Forbes has listed Pittsburgh, Pennsylvania, at the top of its list of affordable cities in which to buy a home. And the publication notes in passing that the city “never experienced the dramatic run-up in prices that characterized the national housing bubble — so it was spared the subsequent bust.”
True, and there is a dramatic story here that reveals how impossible it is for legislation to ever win out over the price system. Politicians, regulators, bankers, unions, and the press can scream and yell, punch and kick, and sign all the laws they can print, but the market presses on to achieve its own results.
In this case, Pittsburgh is the winner. There is really no sign of recession in Pittsburgh. It is a beautiful, bustling city with surprisingly clean air, low unemployment, and happy people everywhere. There are construction projects on every corner, students pouring in and out of universities, technology companies starting and building, and new people moving in just to enjoy the amenities. Its low prices are not a bane but a key attraction.
There is no sign of the misery that was the same city starting from 1980s when the steel industry in the U.S. was in inexorable decline. The city was built by steel in both a physical and economic sense. Garet Garrett’s book The Cinder Buggy tells the story of how steel transformed the iron city and how, before that, this city had been the beneficiary of the 19th-century boom in commerce owing to its famed three rivers.
The source of Pittsburgh’s suffering in the last twenty-five years of the 20th century was not the macroeconomic business cycle but rather a dramatic shift in the global division of labor that had a profound local impact. It turned out that America, broadly speaking, was not a very viable competitor in the production and distribution of steel. Other nations, others firms located in other places, could do it more efficiently and effectively.

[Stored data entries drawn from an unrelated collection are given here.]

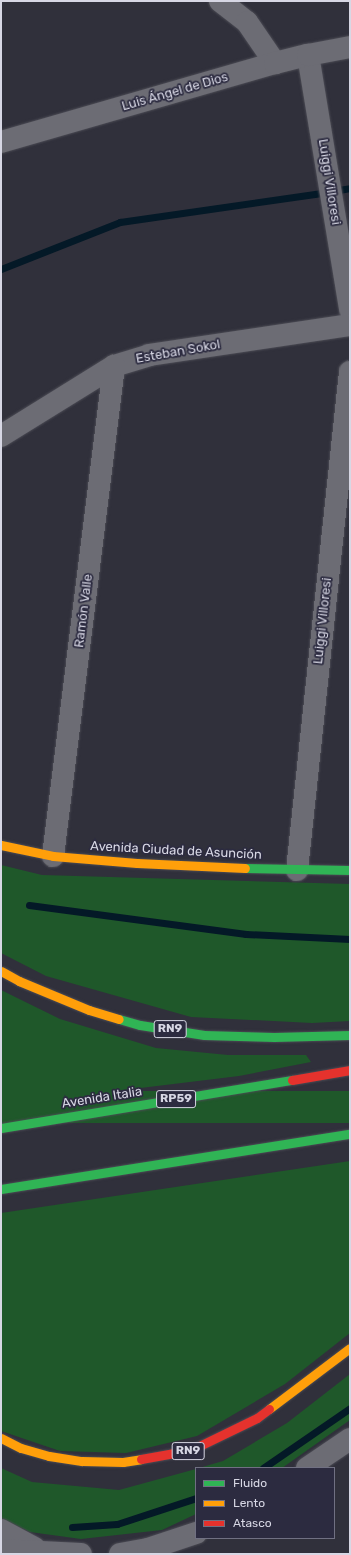 <!DOCTYPE html>
<meta charset="utf-8">
<style>
body{margin:0}
#map{position:relative;width:351px;height:1555px;overflow:hidden;background:#30303b;font-family:Rubik,sans-serif}
div>[style]{position:absolute}
.green>*{inset:0;background:#1f582a;transform-origin:0 0}
.stream>*{height:7px;margin:-3.5px;padding:0 3.5px;transform-origin:3.5px;border-radius:3.5px;background:#041927}
.roads{filter:drop-shadow(0 0 1px #4b4b54) drop-shadow(0 0 1px #4b4b54)}
.street>*{height:22px;margin:-11px;padding:0 11px;transform-origin:11px;border-radius:11px;background:#6c6c74}
.fast>*{height:9px;margin:-4.5px;padding:0 4.5px;transform-origin:4.5px;border-radius:4.5px;background:#30b455}
.slow>*{height:9px;margin:-4.5px;padding:0 4.5px;transform-origin:4.5px;border-radius:4.5px;background:#ff9f0a}
.jam>*{height:9px;margin:-4.5px;padding:0 4.5px;transform-origin:4.5px;border-radius:4.5px;background:#e5322d}
span{translate:-50% -50%;white-space:nowrap;text-align:center;line-height:1.15;-webkit-text-stroke:3.5px #2c2b40;paint-order:stroke}
.shield-label span{padding:1px 3px;background:#2c2b40;border:1px solid;border-radius:3px;-webkit-text-stroke-width:0}
.shield-label{font-size:12px;color:#d7d7e4;font-weight:700}
.street-label{font-size:13px;color:#d7d7e4}
.frame{position:absolute;inset:0;border:2px solid #d7d7e4;pointer-events:none}
.legend{position:absolute;left:195px;top:1467px;width:140px;height:72px;box-sizing:border-box;background:#2c2b40;border:1px solid #707082;margin:0;padding:5px 7px;list-style:none;font-size:12px;color:#d7d7e4}
.legend li{display:flex;align-items:center;gap:8px;height:20px}
.legend b{width:20px;border:1px solid #707082}
</style>
<div id="map">
<div class="green">
<div style="clip-path:polygon(1px 865px,42px 875px,350px 884px,350px 1021px,312px 1023px,191px 1017px,46px 976px,1px 953px)"></div>
<div style="clip-path:polygon(1px 990px,60px 1019px,156px 1048px,228px 1055px,306px 1055px,311px 1062px,239px 1076px,1px 1105px)"></div>
<div style="left:350px;top:1091px;width:32px;height:353px;rotate:90deg"></div>
<div style="clip-path:polygon(350px 1161px,350px 1333px,285px 1384px,197px 1436px,126px 1453px,60px 1451px,1px 1431px,1px 1213px)"></div>
<div style="clip-path:polygon(350px 1374px,350px 1420px,282px 1468px,199px 1468px,223px 1461px,287px 1423px)"></div>
<div style="clip-path:polygon(1px 1468px,32px 1482px,119px 1490px,196px 1469px,196px 1514px,162px 1530px,81px 1539px,30px 1532px,1px 1518px)"></div>
</div>
<div class="stream">
<div style="left:339px;top:190px;width:11px;rotate:-10deg"></div>
<div style="left:1px;top:269px;width:128px;rotate:-21.6deg"></div>
<div style="left:120px;top:222px;width:209px;rotate:-8.2deg"></div>
<div style="left:29px;top:905px;width:219px;rotate:7.6deg"></div>
<div style="left:246px;top:934px;width:104px;rotate:2.8deg"></div>
<div style="left:263px;top:1468px;width:106px;rotate:-34.6deg"></div>
<div style="left:72px;top:1527px;width:45px;rotate:-3.8deg"></div>
<div style="left:117px;top:1524px;width:83px;rotate:-18.2deg"></div>
</div>
<div class="roads">
<div class="street">
<div style="left:220px;top:1px;width:34px;rotate:38deg"></div>
<div style="left:247px;top:22px;width:50px;rotate:55.7deg"></div>
<div style="left:308px;top:55px;width:258px;rotate:80.6deg"></div>
<div style="left:1px;top:142px;width:285px;rotate:-16.1deg"></div>
<div style="left:275px;top:63px;width:34px;rotate:-14deg"></div>
<div style="left:308px;top:55px;width:43px;rotate:-10.8deg"></div>
<div style="left:1px;top:436px;width:133px;rotate:-31.8deg"></div>
<div style="left:114px;top:366px;width:37px;rotate:-17deg"></div>
<div style="left:149px;top:355px;width:203px;rotate:-8.5deg"></div>
<div style="left:53px;top:856px;width:494px;rotate:-82.9deg"></div>
<div style="left:297px;top:870px;width:501px;rotate:-83.93deg"></div>
<div style="left:307px;top:1468px;width:52px;rotate:-34deg"></div>
<div style="left:1px;top:1530px;width:38px;rotate:28deg"></div>
<div style="left:1px;top:1550px;width:80px;rotate:2.9deg"></div>
<div style="left:120px;top:1554px;width:28px;rotate:-10deg"></div>
<div style="left:148px;top:1549px;width:51px;rotate:-18.4deg"></div>
</div>
<div class="fast">
<div style="left:245px;top:868px;width:105px;rotate:1.1deg"></div>
<div style="left:119px;top:1019px;width:22px;rotate:16deg"></div>
<div style="left:140px;top:1025px;width:65px;rotate:8.9deg"></div>
<div style="left:204px;top:1035px;width:70px;rotate:1.6deg"></div>
<div style="left:274px;top:1037px;width:76px;rotate:-1.5deg"></div>
<div style="left:1px;top:1128px;width:295px;rotate:-9.4deg"></div>
<div style="left:1px;top:1189px;width:353px;rotate:-9deg"></div>
</div>
<div class="slow">
<div style="left:1px;top:845px;width:53px;rotate:11.9deg"></div>
<div style="left:53px;top:856px;width:84px;rotate:4.8deg"></div>
<div style="left:137px;top:863px;width:108px;rotate:2.7deg"></div>
<div style="left:1px;top:971px;width:21px;rotate:29deg"></div>
<div style="left:19px;top:981px;width:76px;rotate:22.5deg"></div>
<div style="left:89px;top:1010px;width:31px;rotate:17deg"></div>
<div style="left:269px;top:1409px;width:101px;rotate:-37deg"></div>
<div style="left:1px;top:1438px;width:22px;rotate:27deg"></div>
<div style="left:21px;top:1448px;width:29px;rotate:16deg"></div>
<div style="left:49px;top:1456px;width:33px;rotate:9deg"></div>
<div style="left:82px;top:1461px;width:41px;rotate:1.4deg"></div>
<div style="left:123px;top:1462px;width:18px;rotate:-9deg"></div>
</div>
<div class="jam">
<div style="left:292px;top:1080px;width:59px;rotate:-9.8deg"></div>
<div style="left:141px;top:1459px;width:51px;rotate:-10.2deg"></div>
<div style="left:191px;top:1450px;width:73px;rotate:-25.9deg"></div>
<div style="left:257px;top:1418px;width:15px;rotate:-37deg"></div>
</div>
</div>
<div class="shield-label">
<span style="left:170px;top:1029px">RN9</span>
<span style="left:176px;top:1099px">RP59</span>
<span style="left:188px;top:1451px">RN9</span>
</div>
<div class="street-label">
<span style="left:175px;top:92px;rotate:-16deg">Luis Ángel de Dios</span>
<span style="left:329px;top:182px;rotate:81deg">Luiggi Villoresi</span>
<span style="left:178px;top:352px;rotate:-10deg">Esteban Sokol</span>
<span style="left:84px;top:611px;rotate:-83deg">Ramón Valle</span>
<span style="left:323px;top:621px;rotate:-84deg">Luiggi Villoresi</span>
<span style="left:176px;top:851px;rotate:3deg">Avenida Ciudad de Asunción</span>
<span style="left:102px;top:1098px;rotate:-9deg">Avenida Italia</span>
</div>
<div class="frame"></div>
<ul class="legend">
<li><b style="height:5px;background:#30b455"></b>Fluido</li>
<li><b style="height:5px;background:#ff9f0a"></b>Lento</li>
<li><b style="height:5px;background:#e5322d"></b>Atasco</li>
</ul>
</div> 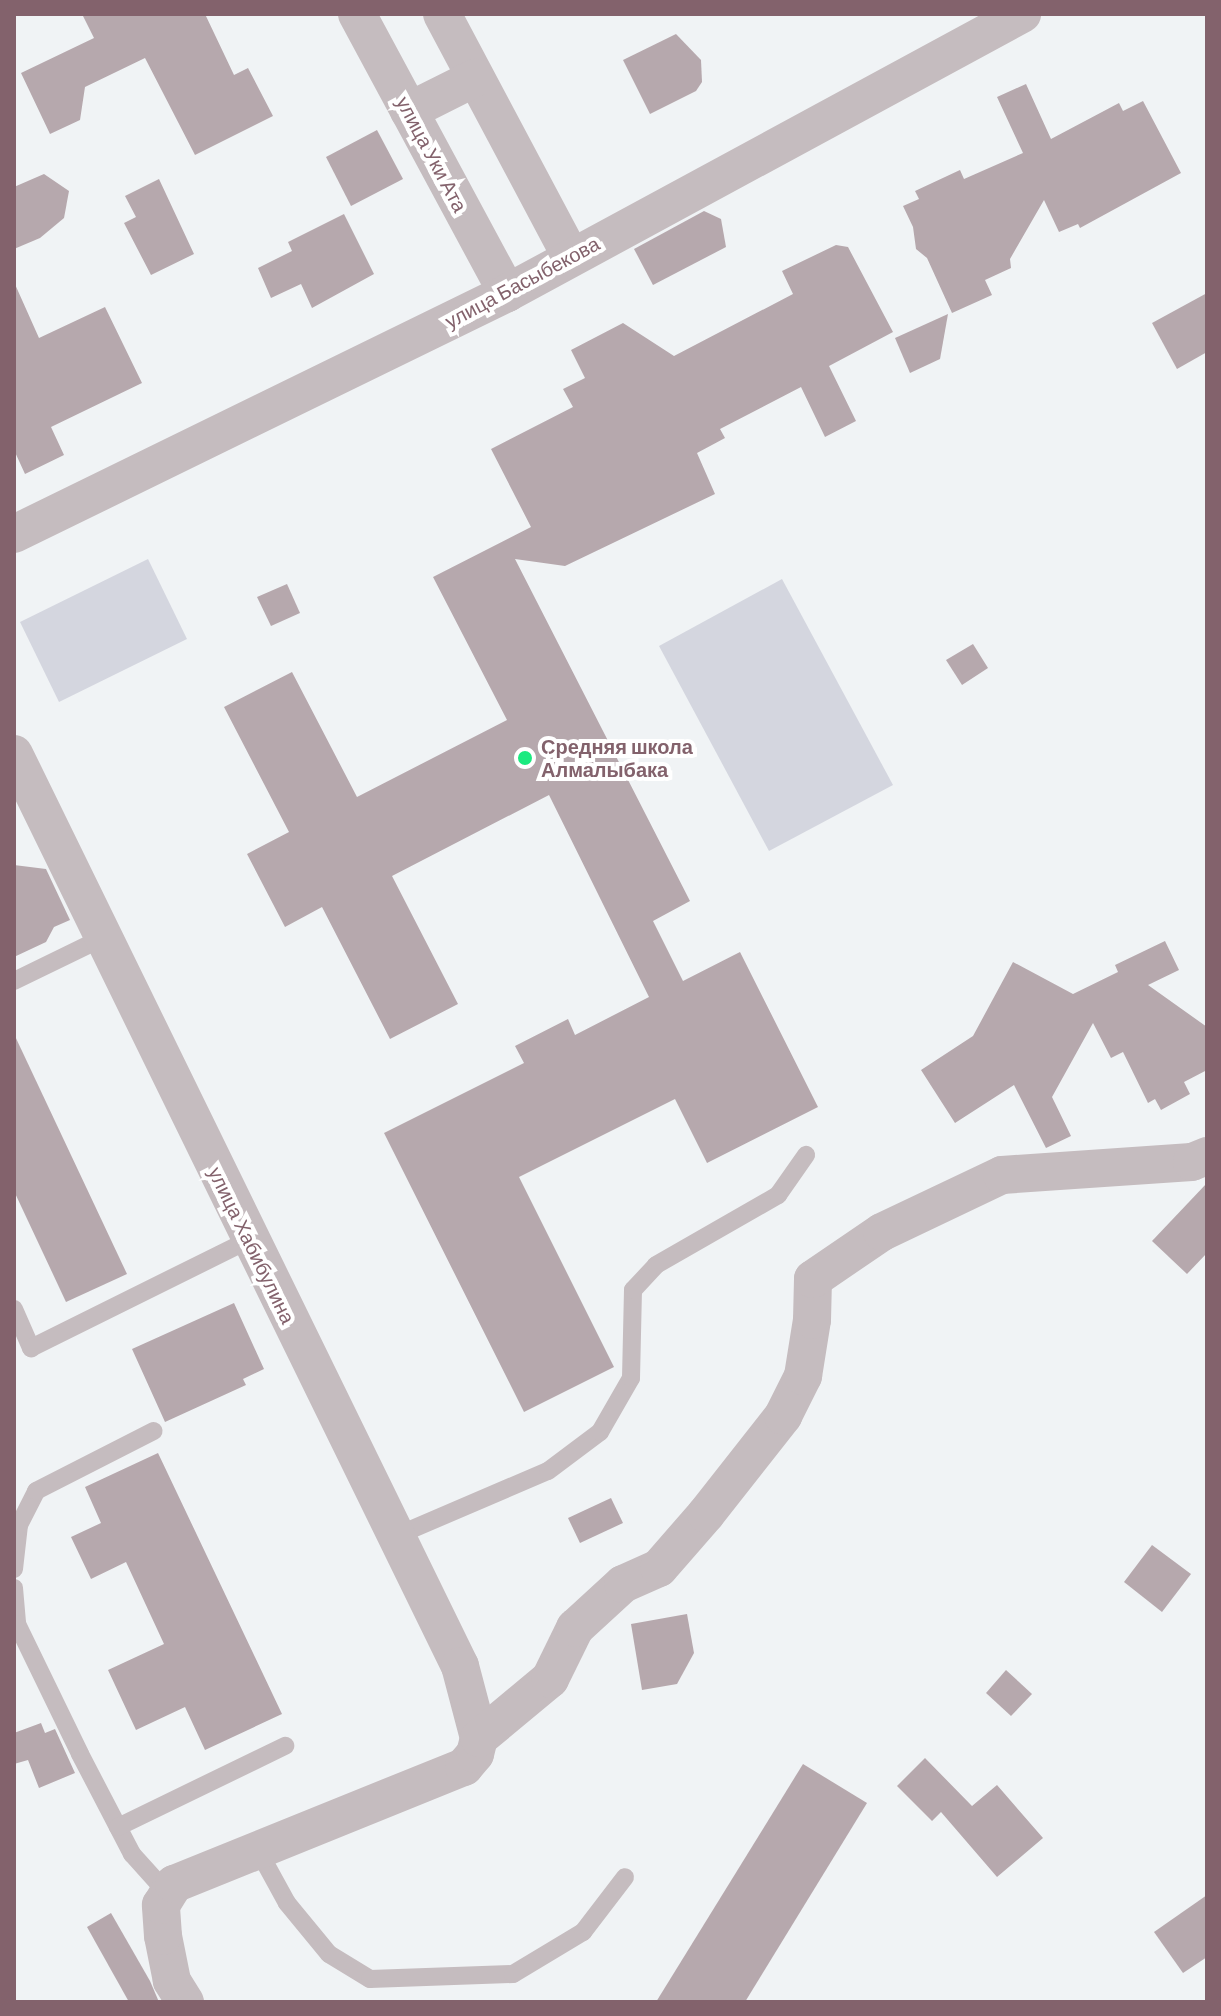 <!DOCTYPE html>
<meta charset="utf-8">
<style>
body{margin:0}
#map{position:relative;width:1221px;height:2016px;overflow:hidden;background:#f0f3f5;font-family:Barlow,sans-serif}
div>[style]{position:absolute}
.green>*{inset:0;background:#d4d6df}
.building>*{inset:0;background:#b6a8ad}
.service>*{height:18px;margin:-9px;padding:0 9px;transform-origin:9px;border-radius:9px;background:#c5bcbf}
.minor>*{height:38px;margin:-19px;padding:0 19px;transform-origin:19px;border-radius:19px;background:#c5bcbf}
.dots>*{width:22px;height:22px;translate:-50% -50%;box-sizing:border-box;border:4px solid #fff;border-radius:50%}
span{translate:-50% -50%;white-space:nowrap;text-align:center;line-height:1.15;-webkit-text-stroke:8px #fff;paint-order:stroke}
.street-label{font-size:20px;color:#83626c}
.poi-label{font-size:20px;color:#83626c;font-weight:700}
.left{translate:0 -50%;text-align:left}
.frame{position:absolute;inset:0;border:16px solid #83626c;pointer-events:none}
</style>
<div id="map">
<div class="green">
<div style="clip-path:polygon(148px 559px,187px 639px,59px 702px,20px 622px)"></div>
<div style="clip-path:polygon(782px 579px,893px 785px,769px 851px,659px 646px)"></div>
</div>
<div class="building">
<div style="clip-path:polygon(82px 14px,205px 14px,234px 75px,248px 68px,273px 116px,195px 155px,145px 58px,85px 87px,80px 120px,50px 134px,21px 73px,94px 38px)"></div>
<div style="clip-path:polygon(676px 34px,701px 60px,702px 82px,696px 91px,650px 114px,623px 60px)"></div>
<div style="clip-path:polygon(1026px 84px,1051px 139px,1119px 103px,1123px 111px,1143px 101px,1181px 173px,1080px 228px,1078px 224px,1059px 232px,1044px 200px,1010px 259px,1011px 268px,985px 280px,992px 295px,952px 313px,927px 258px,916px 249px,913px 227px,903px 206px,919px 199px,915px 191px,960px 170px,964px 179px,1023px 153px,997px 97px)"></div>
<div style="clip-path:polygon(377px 130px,403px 179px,351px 206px,326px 157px)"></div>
<div style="clip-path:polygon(44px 174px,69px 191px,64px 218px,40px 238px,14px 249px,14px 187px)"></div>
<div style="clip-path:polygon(159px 179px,194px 254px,151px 275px,124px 223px,136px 217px,125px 196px)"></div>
<div style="clip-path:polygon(704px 211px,721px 219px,726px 247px,653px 285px,634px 249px)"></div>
<div style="clip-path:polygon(344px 214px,374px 274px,312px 308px,301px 284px,271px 298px,258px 268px,292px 251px,288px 242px)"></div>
<div style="clip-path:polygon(836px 245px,848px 247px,893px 332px,829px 366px,856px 421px,825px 437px,801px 387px,720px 429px,725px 438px,697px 453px,715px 494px,565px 566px,515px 559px,690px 901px,653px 921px,683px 981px,740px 952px,818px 1107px,707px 1163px,675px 1099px,519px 1177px,614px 1367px,524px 1412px,384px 1133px,524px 1063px,515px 1046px,568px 1019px,575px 1035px,649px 997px,549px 795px,392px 876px,458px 1004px,390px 1039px,322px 907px,285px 927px,247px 854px,289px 832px,224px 707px,292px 672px,357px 797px,507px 720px,433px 577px,531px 527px,491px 449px,573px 407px,563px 389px,585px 378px,571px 350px,623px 323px,674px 356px,793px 294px,782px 271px)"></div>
<div style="clip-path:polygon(14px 282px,39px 338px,105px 307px,142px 383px,51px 427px,64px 455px,25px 474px,14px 450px)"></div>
<div style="clip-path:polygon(1207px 293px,1207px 352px,1177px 369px,1152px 323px)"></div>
<div style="clip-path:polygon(948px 314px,940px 359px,910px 373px,895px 338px)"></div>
<div style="clip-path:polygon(287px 584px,300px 613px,271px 626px,257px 597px)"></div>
<div style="clip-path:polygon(973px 644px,988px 668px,962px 685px,946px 660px)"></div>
<div style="clip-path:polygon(14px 865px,46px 869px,70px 920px,54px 927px,46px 942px,14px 957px)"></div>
<div style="clip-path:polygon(1165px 941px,1179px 970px,1148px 985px,1207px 1027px,1207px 1070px,1184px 1082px,1190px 1094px,1161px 1110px,1155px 1099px,1148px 1103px,1123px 1052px,1111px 1058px,1093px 1023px,1052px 1097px,1071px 1136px,1046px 1148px,1014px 1085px,955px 1123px,921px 1070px,973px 1036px,1013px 962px,1073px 994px,1118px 972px,1115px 965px)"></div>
<div style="clip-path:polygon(14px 1034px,127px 1274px,66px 1302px,14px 1191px)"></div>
<div style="clip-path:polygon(1207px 1183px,1207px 1253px,1187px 1274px,1152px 1241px)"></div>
<div style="clip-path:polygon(234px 1303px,264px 1369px,243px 1379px,246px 1385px,165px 1422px,132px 1349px)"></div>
<div style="clip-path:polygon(158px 1453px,282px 1714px,205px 1750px,185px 1707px,136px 1730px,108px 1670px,164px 1644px,126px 1562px,91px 1579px,71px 1537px,101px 1523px,85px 1487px)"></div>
<div style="clip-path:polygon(611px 1498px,623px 1523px,580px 1543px,568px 1518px)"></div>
<div style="clip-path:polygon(1152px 1545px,1191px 1574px,1162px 1612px,1124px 1582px)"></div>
<div style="clip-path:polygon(687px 1614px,694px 1653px,677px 1684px,642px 1690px,631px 1624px)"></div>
<div style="clip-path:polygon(1006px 1670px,1032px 1694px,1011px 1716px,986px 1693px)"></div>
<div style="clip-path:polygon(41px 1723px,45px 1733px,55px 1729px,75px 1773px,39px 1788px,28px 1760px,14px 1764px,14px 1733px)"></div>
<div style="clip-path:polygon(925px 1758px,972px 1806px,997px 1785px,1043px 1838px,997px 1877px,941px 1812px,932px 1821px,897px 1786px)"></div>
<div style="clip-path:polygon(803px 1764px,867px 1803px,745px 2002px,656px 2002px)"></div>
<div style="clip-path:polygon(1207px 1895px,1207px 1957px,1183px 1973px,1154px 1932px)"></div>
<div style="clip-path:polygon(111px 1913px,150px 1981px,159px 2002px,129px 2002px,87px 1927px)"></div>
</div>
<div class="service">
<div style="left:14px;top:981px;width:98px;rotate:-26deg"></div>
<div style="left:14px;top:1309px;width:43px;rotate:66.4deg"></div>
<div style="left:31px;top:1348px;width:243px;rotate:-26.4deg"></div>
<div style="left:396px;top:1536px;width:165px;rotate:-23.2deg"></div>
<div style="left:548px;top:1471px;width:65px;rotate:-36.9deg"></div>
<div style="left:600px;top:1432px;width:62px;rotate:-60.1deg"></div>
<div style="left:631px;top:1378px;width:88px;rotate:-88.7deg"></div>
<div style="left:633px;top:1290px;width:34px;rotate:-47deg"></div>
<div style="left:656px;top:1265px;width:141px;rotate:-29.8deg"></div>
<div style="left:778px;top:1195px;width:49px;rotate:-55deg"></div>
<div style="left:14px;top:1569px;width:44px;rotate:-83.5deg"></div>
<div style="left:19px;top:1525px;width:38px;rotate:-63deg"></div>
<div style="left:36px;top:1491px;width:132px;rotate:-27deg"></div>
<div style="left:14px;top:1588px;width:36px;rotate:85deg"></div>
<div style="left:17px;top:1624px;width:144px;rotate:64.1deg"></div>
<div style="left:80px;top:1754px;width:113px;rotate:62.5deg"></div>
<div style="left:132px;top:1854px;width:54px;rotate:48deg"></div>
<div style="left:118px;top:1827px;width:186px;rotate:-25.9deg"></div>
<div style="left:258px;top:1850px;width:60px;rotate:61.3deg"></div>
<div style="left:287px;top:1903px;width:66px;rotate:50.5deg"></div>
<div style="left:329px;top:1954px;width:48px;rotate:31.4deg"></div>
<div style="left:370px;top:1979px;width:143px;rotate:-2deg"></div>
<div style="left:513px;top:1974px;width:82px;rotate:-31deg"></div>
<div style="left:583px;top:1932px;width:69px;rotate:-52.6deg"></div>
</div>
<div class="minor">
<div style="left:357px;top:14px;width:317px;rotate:61.7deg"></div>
<div style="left:442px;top:14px;width:275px;rotate:62deg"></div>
<div style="left:409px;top:111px;width:74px;rotate:-26.6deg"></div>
<div style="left:14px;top:534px;width:549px;rotate:-26.05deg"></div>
<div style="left:507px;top:293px;width:586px;rotate:-28.45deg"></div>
<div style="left:14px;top:754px;width:1015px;rotate:63.94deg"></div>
<div style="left:460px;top:1666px;width:74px;rotate:75.2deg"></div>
<div style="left:185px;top:2002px;width:25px;rotate:-122deg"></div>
<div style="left:172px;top:1981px;width:46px;rotate:-101.3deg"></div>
<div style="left:163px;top:1936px;width:31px;rotate:-94deg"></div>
<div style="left:161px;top:1905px;width:25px;rotate:-58deg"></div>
<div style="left:174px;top:1884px;width:313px;rotate:-22deg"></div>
<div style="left:464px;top:1767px;width:17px;rotate:-50deg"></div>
<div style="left:475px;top:1754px;width:16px;rotate:-76deg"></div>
<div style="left:479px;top:1738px;width:92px;rotate:-39.7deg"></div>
<div style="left:550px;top:1679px;width:57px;rotate:-63.9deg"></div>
<div style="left:575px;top:1628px;width:65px;rotate:-42.5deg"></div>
<div style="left:623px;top:1584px;width:39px;rotate:-24deg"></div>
<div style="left:659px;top:1568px;width:72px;rotate:-49deg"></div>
<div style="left:706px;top:1514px;width:125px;rotate:-51.8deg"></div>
<div style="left:783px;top:1416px;width:45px;rotate:-63.4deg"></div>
<div style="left:803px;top:1376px;width:57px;rotate:-80.9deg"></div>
<div style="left:812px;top:1320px;width:41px;rotate:-88.6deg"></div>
<div style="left:813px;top:1279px;width:83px;rotate:-34.3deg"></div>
<div style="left:882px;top:1232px;width:133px;rotate:-25.4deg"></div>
<div style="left:1002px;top:1175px;width:190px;rotate:-3.9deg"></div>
<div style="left:1192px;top:1162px;width:16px;rotate:-22deg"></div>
</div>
<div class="dots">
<div style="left:525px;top:758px;background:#1bea80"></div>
</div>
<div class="street-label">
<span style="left:432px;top:154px;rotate:62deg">улица Уки Ата</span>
<span style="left:522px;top:282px;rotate:-28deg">улица Басыбекова</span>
<span style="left:252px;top:1245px;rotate:64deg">улица Хабибулина</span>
</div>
<div class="poi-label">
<span class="left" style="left:541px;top:758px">Средняя школа<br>Алмалыбака</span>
</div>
<div class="frame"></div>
</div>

All these years later, this might seem like a forgone conclusion. Pittsburgh moved on and transformed itself. But at the time, it was not obvious at all. People said that without steel, there could be no Pittsburgh and without Pittsburgh there could be no vibrant economy in the United States. Pundits screamed and cried about the gutting of America’s industrial strength, and thousands of televisions special appeared about the plight of the workers in the industry.
The city itself went through a long period of wrenching transition in which housing prices and real-estate prices fell through the floor. Businesses shut down. Tax revenue plummeted. Its residents were scattered to the winds. Even the symbol of its skyline, which once seemed glorious, now looked like the very image of the last days. Not even the vaunted steel union could do anything about it.
It all seems like ancient history today. Steel is gone. The evidence its its past is everywhere — and indelible mark on the physical surroundings and the culture of the city — but there is no living reality. But what has taken its place has made up the difference. So while the rest of the country went through a real-estate boom and bust, Pittsburgh stayed on its long course forward to recovery, having been spared the ups and downs. The curse was a blessing after all.
The lesson here is that it is pointless to stand against the mighty winds of market change and scream stop. All the efforts to save the steel industry were useless and wasteful. The tariffs, the antidumping rules, and the subsidies failed to stop the inexorable trend.
But it was not the end of the world after all. The move of steel from home to abroad freed up the city’s magnificent resources for other uses, and recovery came in time, generated by the market.
It will be the same with real estate around the country. Prices will not be stopped. But then markets will adjust. The dawn will come.